Magazine Review: Glamour

Glamour: Grade C

Glamour: being progressive by claiming Venus is not hideously fat

Glamour: being progressive by claiming Venus is not hideously fat

When I fly, I often get girly/womanly/fashionly magazines. Especially when I’m tired, it’s fun to flip through a magazine, read the advice columns and look at the pictures. In the last year or two, I’ve come to realize that what I’ve thought of as super-light barely-reading material is actually much more in the life of a fashionable woman. These magazine are the white-papers of the fashion world. They are the TED talks and Economist, all in one glossy package. The truly fashionable women study fashion very seriously, and invest a tremendous amount of mental energy and effort into keeping up with the latest advances in their areas of study. This is the need these magazines fulfill.

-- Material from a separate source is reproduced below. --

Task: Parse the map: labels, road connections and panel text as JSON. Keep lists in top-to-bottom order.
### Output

So you and I, in our desire to look like we care about fashion, had better at least read the Cliff notes version of the fashion magazines. (Note: my goal is to become your bullet-pointed, cliff-notes version. Unfortunately, that therefore requires me to read all these magazines cover to cover.)

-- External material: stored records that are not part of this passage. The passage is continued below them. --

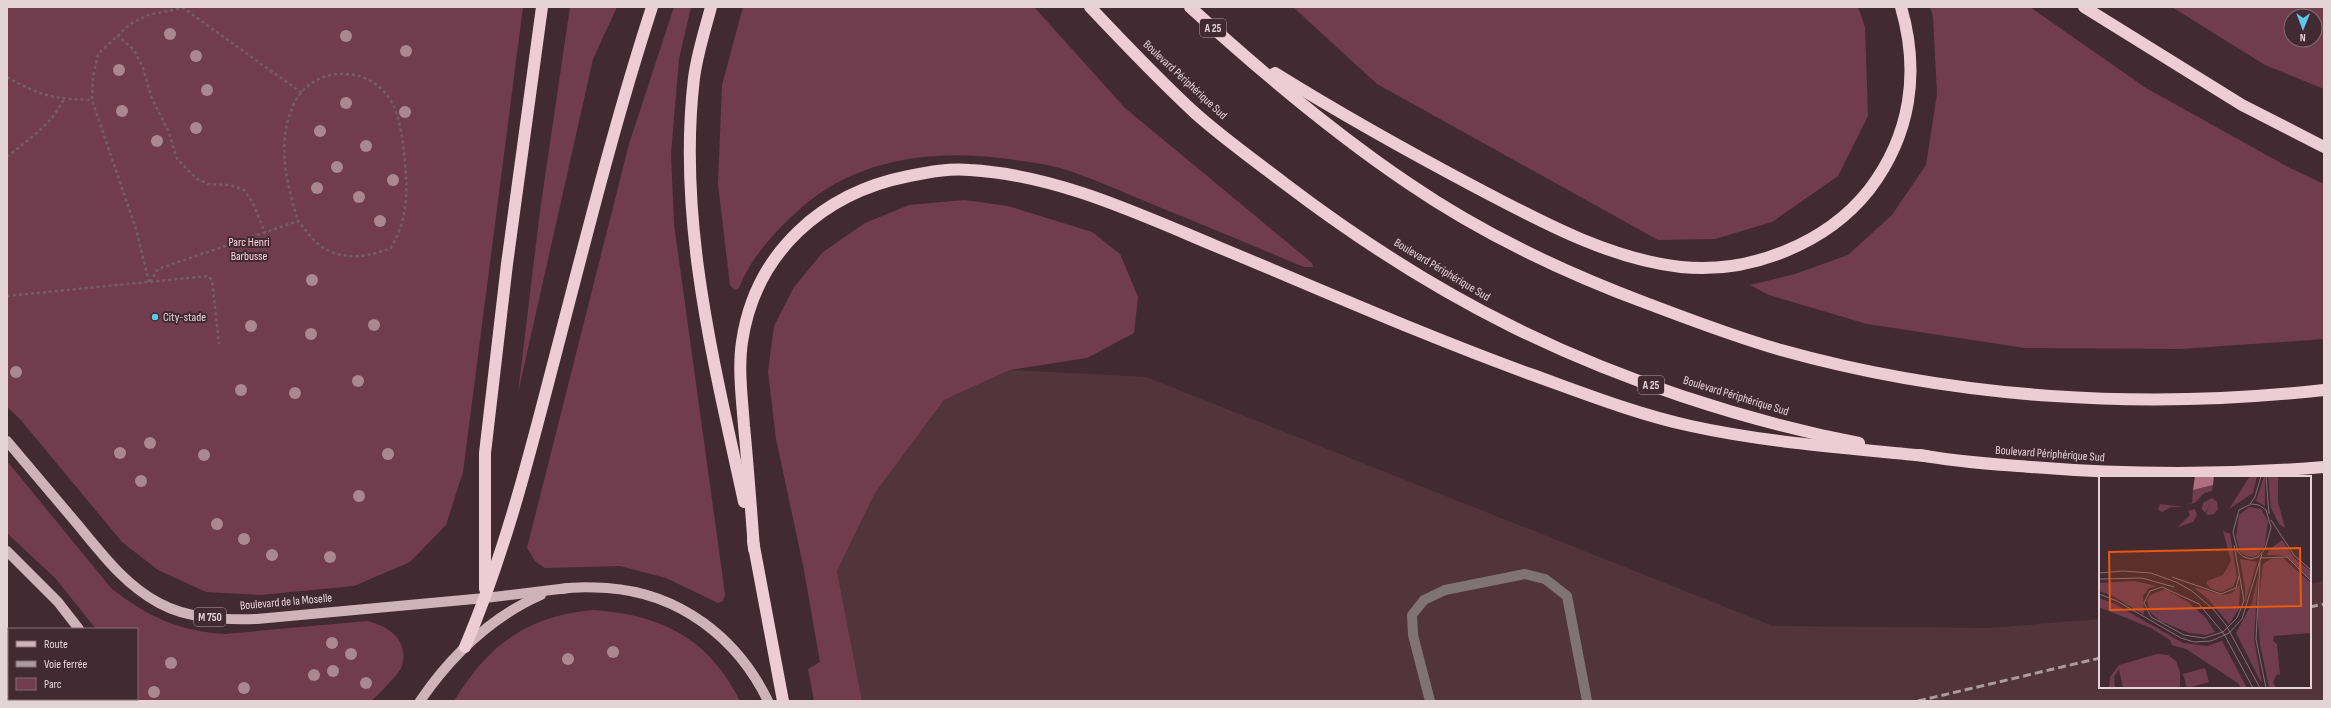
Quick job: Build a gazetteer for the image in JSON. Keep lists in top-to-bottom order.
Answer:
{
  "streets": {
    "highway": ["A 25", "Boulevard Périphérique Sud"],
    "main road": ["Boulevard de la Moselle", "M 750"]
  },
  "parks": ["Parc Henri Barbusse"],
  "places": ["City-stade"],
  "legend": ["Route", "Voie ferrée", "Parc"],
  "north": "bottom"
}
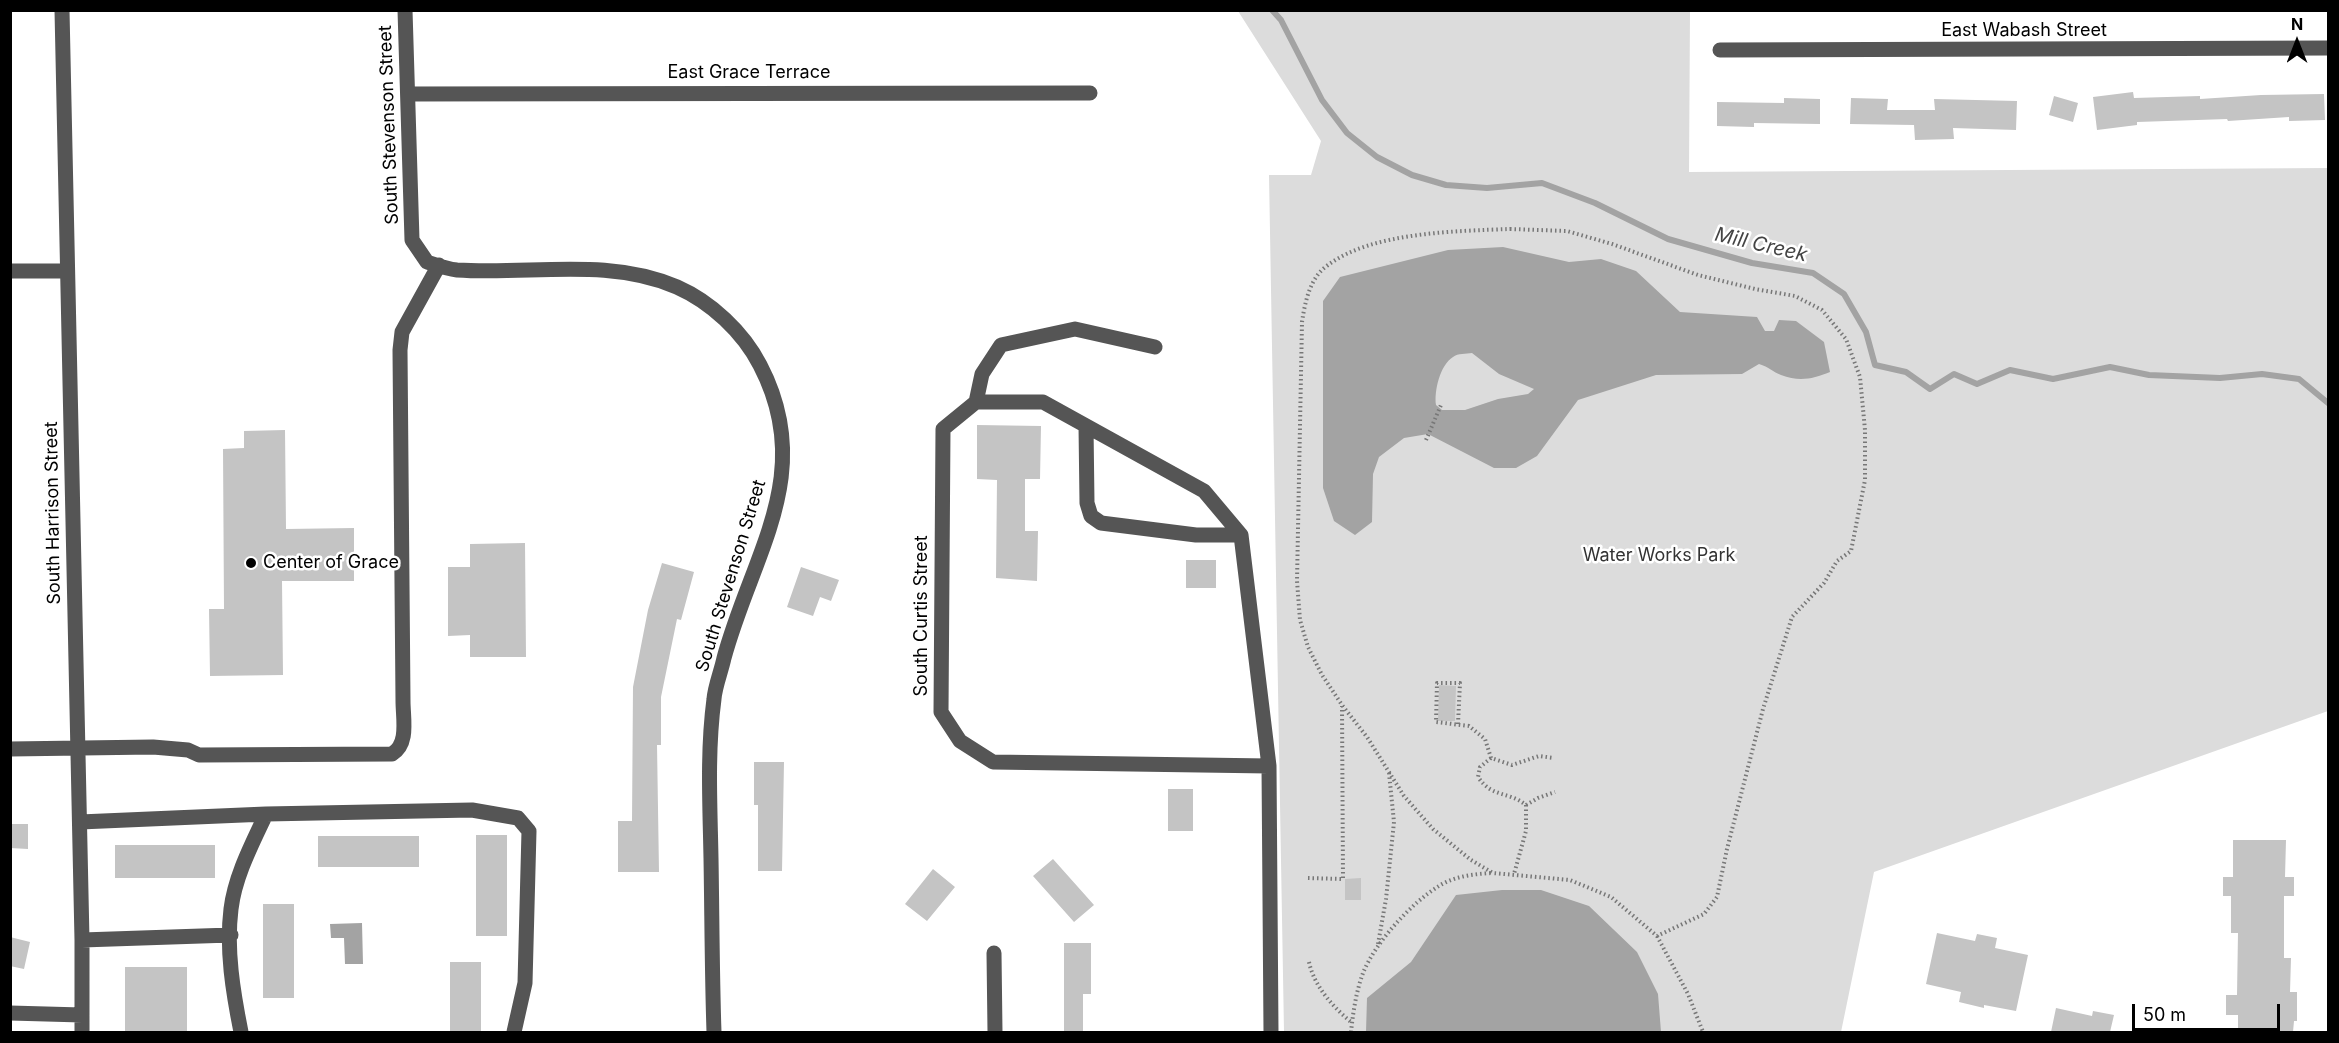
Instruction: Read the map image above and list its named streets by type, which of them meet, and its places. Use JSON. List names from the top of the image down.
{
  "streets": {
    "street": [
      "East Wabash Street",
      "East Grace Terrace",
      "South Stevenson Street",
      "South Harrison Street",
      "South Curtis Street"
    ]
  },
  "crossings": [
    ["East Grace Terrace", "South Stevenson Street"]
  ],
  "water": ["Mill Creek"],
  "parks": ["Water Works Park"],
  "places": ["Center of Grace"],
  "scale_bar": "50 m",
  "north": "top"
}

So I have set myself a goal of reading one fashion magazine cover to cover every month. From this, I will give you two things:

1) What has changed in fashion since the last month
2) Which fashion magazine is least gag-worthy and most helpful, in case you decide you need to use primary sources

Up first was Glamour Magazine. I read it for two consecutive months – September and October 2012 – since one month is too small a sample size.

First, the upside:
– Glamour offers 282 pages of content (probably 50% of which is paid advertising)
– If you buy it at the airport (my usual M.O.), it costs $7.99, which is a mid-range price.
– Reading it will give you a good overview of the season’s fashions
– Contains some good outfit ideas, even if most are too edgy to be attempted by amatuers
– There were one or two half-hearted attempts at body-positive writing.

Now, the downsides:
– Glamour sells the sort of celebrity-centric, dumb-girl, how-to-get-the-guy kind of fashion writing that convinced me at an early age that fashion was not meant for me.
– Representations of minorities are minimal. There was Gabby Douglas, Michelle Obama, and one smart Amazon add. By far, most of the women represented are are light-skinned.
– Body type variation was also very limited. My jaw dropped when they considered it a legitimate question whether “The Birth of Venus” representation was too fat. Very few of their fashion suggestions were optimized for women with non-fashionable sizes.
– It was very catty. September’s involved Posh Spice as the editor. At one point she talked about how “realistic” and “authentic” another woman was, and you could just hear the poison seeping through the pages.
– I was very annoyed by the “Tee hee hee aren’t we stupid” affectation. This month, it was pretending that a fit man’s body might make our vocabulary desert women. Last month, it was carrying a hollowed out book as a purse in order to make us seem smart… which we would only want to do in order to attract dudes. UGH.
– Totally ageist. There was a skin care regimen by decade. The list of things 20 year olds were expected to do was appalling. But the advice stopped at 40, because dude. After that? You’d pretty much dead.

Gag me with a spoon.

Gag me with a spoon. Also, it’s called an “Iliac Furrow”.

Conclusion: Buy if you’re really, really bored. But you can find better sources of fashion information, and gossipier, more fun columns. For the most part, don’t bother.